### Records

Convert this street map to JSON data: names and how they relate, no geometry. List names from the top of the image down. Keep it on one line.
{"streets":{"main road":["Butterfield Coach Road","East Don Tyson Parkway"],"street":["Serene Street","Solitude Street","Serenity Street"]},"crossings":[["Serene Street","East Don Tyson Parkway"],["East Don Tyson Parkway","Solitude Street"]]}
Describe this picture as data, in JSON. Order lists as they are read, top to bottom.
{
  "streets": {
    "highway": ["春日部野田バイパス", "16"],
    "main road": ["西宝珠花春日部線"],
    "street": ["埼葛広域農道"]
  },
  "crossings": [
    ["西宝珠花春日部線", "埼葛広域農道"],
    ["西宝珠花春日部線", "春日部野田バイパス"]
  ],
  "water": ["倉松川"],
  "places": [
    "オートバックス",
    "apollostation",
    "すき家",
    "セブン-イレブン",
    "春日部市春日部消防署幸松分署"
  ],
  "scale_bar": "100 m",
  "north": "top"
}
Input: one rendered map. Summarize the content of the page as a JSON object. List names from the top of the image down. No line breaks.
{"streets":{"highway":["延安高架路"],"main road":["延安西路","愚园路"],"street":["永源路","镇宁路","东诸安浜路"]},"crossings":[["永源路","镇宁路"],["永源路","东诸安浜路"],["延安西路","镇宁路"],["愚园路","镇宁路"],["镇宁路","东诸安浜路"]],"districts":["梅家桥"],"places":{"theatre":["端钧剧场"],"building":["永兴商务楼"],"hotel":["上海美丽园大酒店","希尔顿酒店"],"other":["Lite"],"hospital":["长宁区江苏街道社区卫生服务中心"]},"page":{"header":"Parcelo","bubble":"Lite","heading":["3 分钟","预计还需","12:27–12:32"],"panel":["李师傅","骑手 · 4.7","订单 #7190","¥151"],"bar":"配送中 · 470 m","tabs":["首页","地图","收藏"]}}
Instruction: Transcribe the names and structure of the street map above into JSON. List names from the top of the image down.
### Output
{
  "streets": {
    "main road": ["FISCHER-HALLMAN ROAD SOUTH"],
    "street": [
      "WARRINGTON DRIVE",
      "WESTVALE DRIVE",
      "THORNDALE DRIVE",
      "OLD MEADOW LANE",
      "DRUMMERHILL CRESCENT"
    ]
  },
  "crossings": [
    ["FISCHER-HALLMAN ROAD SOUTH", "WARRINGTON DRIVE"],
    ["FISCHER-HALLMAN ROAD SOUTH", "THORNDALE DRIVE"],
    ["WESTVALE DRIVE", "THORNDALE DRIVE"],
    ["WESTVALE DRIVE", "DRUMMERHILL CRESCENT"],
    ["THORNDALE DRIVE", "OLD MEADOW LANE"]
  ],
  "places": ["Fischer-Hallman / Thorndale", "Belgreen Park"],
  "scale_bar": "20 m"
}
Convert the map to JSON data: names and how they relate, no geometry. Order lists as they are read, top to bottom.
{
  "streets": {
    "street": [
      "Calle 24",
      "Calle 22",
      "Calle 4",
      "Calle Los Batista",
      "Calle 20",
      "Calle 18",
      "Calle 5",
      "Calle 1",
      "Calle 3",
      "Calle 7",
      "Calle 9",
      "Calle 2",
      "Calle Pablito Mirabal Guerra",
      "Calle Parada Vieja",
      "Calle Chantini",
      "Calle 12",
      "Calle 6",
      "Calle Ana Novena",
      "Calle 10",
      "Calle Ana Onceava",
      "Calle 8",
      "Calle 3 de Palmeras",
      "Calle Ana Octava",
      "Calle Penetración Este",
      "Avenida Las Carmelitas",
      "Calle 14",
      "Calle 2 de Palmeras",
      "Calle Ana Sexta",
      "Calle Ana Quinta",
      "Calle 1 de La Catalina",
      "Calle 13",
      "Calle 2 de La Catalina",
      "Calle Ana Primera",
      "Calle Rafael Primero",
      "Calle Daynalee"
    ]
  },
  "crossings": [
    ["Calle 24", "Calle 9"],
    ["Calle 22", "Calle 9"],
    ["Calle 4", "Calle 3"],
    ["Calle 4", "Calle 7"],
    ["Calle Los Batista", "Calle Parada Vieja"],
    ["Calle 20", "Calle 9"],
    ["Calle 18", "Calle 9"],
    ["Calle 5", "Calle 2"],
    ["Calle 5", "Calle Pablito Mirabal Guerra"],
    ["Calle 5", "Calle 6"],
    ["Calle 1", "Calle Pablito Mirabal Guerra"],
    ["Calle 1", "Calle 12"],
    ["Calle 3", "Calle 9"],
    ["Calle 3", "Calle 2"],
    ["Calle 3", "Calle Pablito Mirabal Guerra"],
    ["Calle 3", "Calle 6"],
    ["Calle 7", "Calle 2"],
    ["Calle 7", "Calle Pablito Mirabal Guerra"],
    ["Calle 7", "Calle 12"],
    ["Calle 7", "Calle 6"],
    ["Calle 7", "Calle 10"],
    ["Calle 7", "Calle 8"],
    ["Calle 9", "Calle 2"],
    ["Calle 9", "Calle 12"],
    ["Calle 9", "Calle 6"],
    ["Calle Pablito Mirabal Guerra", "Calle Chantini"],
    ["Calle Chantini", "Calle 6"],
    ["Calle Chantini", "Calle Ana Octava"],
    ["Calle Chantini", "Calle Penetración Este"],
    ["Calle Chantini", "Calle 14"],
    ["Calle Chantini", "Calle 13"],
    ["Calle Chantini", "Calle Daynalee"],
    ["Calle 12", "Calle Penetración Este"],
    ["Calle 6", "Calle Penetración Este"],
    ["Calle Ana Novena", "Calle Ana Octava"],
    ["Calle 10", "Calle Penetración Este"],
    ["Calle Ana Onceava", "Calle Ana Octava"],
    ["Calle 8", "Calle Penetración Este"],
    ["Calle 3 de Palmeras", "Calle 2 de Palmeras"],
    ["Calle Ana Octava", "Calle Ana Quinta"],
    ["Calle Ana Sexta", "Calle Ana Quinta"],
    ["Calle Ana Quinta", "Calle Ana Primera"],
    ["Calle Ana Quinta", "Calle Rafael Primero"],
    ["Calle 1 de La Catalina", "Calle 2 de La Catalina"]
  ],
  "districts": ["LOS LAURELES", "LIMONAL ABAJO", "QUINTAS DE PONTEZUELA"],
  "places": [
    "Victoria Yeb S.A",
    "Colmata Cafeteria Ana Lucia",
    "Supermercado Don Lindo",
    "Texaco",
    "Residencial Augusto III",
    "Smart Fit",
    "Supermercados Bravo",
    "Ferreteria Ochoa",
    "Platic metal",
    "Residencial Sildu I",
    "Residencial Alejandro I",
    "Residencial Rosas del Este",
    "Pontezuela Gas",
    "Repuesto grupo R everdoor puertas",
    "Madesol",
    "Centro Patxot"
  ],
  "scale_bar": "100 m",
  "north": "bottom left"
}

######

Determine the count of lines in the data that contain the string "DRIVE", and reply with that count alone.

> Written reply:
8